2. The use according to claim 1, wherein the construction method of the recombinant saccharomyces cerevisiae genetically engineered bacteria comprises the following steps:

(1) Amplifying to obtain an upstream homologous arm and a downstream homologous arm of the Gis4 gene by taking genomic DNA of Saccharomyces cerevisiae as a template; taking plasmid PUG6 as a template, and amplifying to obtain a G418 fragment;

(2) Amplifying the upstream homology arm, the downstream homology arm and the G418 fragment of the Gis4 gene obtained in the step (1) to obtain a gene knockout fragment;

(3) And (3) converting the gene knockout fragment obtained in the step (2) into saccharomyces cerevisiae competence to obtain the recombinant saccharomyces cerevisiae genetically engineered bacterium.

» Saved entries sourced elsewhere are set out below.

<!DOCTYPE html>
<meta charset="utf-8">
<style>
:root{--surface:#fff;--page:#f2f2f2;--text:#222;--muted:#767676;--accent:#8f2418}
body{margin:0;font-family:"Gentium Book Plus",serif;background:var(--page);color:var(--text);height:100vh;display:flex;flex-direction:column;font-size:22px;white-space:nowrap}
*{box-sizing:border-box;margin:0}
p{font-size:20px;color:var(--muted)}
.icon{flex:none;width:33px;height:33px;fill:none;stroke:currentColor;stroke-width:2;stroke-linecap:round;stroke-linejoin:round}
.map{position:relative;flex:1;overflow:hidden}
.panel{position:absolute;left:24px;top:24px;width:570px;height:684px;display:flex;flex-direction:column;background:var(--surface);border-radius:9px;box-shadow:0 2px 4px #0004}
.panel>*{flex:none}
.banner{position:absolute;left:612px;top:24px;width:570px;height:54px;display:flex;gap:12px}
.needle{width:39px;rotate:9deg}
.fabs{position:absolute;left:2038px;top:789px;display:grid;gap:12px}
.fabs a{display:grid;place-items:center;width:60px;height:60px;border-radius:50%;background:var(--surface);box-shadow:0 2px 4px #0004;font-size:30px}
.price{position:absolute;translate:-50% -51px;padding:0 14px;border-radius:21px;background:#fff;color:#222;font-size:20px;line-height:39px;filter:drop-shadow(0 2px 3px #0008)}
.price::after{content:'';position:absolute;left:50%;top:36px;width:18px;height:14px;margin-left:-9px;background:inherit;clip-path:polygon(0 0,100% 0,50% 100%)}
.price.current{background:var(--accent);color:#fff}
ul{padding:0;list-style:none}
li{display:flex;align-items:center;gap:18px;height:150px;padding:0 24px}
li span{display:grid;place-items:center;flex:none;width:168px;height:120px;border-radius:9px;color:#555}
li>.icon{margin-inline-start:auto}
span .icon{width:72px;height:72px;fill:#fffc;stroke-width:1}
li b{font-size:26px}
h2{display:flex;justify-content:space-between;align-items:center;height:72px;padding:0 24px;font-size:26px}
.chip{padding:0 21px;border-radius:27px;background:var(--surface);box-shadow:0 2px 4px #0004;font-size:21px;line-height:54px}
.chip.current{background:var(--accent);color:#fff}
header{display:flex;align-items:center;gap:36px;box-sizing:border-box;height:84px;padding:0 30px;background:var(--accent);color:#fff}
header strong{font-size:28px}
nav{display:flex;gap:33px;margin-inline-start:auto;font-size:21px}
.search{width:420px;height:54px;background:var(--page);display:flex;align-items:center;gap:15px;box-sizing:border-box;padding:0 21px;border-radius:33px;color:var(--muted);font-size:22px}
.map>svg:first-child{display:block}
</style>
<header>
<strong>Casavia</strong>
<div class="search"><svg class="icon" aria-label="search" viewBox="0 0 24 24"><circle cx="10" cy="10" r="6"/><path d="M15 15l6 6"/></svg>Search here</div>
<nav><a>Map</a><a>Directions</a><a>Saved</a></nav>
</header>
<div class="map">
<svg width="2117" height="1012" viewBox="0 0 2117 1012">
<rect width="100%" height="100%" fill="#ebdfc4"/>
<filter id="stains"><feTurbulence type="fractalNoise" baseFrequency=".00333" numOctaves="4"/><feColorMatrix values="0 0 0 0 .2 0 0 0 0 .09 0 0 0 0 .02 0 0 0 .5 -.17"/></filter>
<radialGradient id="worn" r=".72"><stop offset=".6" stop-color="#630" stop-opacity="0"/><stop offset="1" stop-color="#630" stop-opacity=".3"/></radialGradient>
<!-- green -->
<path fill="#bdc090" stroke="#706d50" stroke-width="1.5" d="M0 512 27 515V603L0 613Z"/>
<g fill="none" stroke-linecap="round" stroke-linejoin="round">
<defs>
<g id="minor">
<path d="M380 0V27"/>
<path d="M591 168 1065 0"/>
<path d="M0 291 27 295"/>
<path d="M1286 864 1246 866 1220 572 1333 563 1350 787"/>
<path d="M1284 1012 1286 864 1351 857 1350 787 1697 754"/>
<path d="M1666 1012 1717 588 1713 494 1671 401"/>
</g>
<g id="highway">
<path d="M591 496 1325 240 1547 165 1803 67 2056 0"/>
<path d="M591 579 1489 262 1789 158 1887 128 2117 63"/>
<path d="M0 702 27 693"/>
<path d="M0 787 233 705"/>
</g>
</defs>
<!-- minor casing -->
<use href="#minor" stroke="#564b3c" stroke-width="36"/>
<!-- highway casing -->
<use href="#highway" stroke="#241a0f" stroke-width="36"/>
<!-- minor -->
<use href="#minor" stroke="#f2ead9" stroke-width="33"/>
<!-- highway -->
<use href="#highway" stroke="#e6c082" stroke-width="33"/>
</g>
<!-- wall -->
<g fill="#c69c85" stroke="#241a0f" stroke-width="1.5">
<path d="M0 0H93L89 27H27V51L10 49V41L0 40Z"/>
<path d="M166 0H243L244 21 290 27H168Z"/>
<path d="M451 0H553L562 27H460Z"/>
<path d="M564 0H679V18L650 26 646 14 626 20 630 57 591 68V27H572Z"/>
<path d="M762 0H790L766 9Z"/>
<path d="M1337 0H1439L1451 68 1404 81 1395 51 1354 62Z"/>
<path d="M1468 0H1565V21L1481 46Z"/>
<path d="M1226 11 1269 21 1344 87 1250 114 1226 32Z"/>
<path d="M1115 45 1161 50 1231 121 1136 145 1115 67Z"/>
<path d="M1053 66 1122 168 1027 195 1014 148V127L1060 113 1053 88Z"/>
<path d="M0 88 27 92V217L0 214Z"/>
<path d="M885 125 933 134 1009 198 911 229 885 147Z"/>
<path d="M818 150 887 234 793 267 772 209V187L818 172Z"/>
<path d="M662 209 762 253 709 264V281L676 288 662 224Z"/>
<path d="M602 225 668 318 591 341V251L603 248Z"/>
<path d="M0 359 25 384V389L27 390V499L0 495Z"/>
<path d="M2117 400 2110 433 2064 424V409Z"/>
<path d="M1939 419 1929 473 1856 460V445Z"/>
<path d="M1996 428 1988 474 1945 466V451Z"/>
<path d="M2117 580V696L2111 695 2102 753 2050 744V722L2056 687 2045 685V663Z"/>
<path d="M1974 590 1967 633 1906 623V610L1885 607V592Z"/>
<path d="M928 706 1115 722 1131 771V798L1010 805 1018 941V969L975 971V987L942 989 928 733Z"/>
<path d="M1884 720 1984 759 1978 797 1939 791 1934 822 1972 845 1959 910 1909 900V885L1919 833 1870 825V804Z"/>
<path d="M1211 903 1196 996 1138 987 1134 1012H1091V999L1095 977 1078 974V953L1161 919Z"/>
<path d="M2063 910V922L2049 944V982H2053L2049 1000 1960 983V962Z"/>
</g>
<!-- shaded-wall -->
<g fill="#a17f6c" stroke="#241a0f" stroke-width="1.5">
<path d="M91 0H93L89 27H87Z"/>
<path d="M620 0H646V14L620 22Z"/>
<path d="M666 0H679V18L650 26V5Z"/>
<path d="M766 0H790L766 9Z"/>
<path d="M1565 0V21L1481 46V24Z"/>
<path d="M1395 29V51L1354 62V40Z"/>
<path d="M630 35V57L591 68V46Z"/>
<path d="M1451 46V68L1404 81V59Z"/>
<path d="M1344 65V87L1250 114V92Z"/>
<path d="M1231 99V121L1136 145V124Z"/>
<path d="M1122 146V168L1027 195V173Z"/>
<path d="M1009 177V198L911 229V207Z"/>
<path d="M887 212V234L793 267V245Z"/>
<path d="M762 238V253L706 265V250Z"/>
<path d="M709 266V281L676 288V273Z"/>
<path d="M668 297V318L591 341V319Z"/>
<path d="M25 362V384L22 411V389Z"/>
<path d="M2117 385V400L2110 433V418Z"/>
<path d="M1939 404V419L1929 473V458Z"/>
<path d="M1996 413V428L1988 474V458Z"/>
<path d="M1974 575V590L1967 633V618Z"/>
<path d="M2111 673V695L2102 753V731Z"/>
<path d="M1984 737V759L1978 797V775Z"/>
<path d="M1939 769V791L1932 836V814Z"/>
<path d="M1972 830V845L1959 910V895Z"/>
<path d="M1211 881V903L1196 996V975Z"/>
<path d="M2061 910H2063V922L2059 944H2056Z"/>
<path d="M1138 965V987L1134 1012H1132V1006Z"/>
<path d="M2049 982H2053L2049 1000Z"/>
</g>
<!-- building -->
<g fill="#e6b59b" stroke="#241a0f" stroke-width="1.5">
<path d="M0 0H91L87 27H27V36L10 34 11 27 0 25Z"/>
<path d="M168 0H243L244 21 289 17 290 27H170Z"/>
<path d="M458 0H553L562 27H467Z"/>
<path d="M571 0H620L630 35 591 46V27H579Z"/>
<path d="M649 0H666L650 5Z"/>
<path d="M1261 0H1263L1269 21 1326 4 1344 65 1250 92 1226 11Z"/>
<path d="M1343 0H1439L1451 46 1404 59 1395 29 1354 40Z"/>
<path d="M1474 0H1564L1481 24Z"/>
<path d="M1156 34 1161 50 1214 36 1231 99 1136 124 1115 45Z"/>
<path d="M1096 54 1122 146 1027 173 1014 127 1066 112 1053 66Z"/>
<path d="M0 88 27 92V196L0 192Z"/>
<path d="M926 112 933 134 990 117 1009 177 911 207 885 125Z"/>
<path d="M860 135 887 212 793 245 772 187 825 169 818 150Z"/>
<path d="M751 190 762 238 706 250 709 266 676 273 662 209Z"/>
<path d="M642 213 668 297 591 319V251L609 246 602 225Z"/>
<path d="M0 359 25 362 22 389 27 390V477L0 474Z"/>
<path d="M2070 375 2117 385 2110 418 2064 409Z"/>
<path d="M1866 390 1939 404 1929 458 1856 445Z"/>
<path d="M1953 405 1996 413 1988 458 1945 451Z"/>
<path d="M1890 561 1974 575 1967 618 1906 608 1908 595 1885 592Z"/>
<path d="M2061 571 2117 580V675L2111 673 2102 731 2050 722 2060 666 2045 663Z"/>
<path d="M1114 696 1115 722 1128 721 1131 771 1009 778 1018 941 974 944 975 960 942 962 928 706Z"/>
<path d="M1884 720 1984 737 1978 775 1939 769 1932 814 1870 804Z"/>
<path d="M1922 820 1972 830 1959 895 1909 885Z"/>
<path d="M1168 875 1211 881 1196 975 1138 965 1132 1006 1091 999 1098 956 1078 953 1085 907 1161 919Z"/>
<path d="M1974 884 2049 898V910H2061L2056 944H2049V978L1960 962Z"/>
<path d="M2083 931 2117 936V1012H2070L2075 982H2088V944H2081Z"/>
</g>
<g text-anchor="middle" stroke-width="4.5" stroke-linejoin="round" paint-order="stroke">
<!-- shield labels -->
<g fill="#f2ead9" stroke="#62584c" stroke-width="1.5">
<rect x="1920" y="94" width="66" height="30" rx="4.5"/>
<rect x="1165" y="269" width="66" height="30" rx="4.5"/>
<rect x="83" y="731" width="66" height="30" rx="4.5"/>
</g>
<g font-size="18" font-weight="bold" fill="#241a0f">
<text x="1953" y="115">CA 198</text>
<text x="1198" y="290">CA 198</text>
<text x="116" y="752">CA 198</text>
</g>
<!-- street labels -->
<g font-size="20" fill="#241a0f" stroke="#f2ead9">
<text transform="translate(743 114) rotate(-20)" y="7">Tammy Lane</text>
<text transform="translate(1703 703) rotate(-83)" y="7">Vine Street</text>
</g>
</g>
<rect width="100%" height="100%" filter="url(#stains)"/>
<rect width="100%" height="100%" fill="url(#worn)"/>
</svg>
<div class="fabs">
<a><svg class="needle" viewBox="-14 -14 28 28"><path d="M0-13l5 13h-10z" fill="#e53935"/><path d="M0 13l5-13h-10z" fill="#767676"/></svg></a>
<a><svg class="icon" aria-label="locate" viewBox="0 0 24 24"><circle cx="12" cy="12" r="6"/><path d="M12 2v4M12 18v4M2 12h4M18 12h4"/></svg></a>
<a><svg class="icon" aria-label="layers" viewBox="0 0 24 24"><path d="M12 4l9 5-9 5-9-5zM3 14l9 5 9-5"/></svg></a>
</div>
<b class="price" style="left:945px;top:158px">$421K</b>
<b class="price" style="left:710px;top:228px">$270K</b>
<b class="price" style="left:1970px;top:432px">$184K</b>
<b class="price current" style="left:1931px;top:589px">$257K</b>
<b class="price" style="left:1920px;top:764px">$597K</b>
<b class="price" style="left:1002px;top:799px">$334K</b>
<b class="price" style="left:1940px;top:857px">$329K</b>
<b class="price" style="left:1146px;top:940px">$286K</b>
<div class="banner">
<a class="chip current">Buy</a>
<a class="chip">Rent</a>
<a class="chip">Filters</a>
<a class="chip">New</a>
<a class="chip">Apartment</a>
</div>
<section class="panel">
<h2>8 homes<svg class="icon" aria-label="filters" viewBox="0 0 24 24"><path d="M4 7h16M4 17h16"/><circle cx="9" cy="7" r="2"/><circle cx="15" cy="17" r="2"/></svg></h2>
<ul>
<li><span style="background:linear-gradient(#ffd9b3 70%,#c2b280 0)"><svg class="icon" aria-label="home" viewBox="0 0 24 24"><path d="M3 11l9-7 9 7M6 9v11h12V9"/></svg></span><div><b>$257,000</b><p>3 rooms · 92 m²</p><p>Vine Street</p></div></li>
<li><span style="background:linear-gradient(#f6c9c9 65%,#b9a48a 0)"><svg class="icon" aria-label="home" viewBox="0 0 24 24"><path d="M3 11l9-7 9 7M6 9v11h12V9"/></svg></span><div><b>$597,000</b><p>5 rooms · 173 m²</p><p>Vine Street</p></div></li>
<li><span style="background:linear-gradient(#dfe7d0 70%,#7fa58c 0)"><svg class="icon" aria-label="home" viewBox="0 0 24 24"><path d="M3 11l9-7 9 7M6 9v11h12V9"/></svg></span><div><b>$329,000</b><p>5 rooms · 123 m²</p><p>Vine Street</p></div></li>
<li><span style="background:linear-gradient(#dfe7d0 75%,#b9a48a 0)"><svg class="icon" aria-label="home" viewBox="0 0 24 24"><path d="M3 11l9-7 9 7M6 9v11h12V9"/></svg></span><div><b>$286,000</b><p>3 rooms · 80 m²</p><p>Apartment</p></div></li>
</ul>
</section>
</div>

3. The use according to claim 1, wherein the immobilized fermentation uses natural organic carriers, synthetic polymer carriers, artificial inorganic polymer materials and composite materials as immobilized medium

4. The use according to claim 1, wherein the fermentation temperature is 30-40 ℃.

5. The use according to claim 1, characterized in that the fermentation medium formulation for the fermentation is as follows: 55-110g/L glucose, 3-6g/L peptone, 0.5-1g/L ammonium sulfate, 3-6g/L monopotassium phosphate, 3-6g/L yeast extract, 0.5-1g/L magnesium sulfate, 0.05-1g/L ferrous sulfate heptahydrate, 0.05-1g/L zinc sulfate heptahydrate, and water as solvent.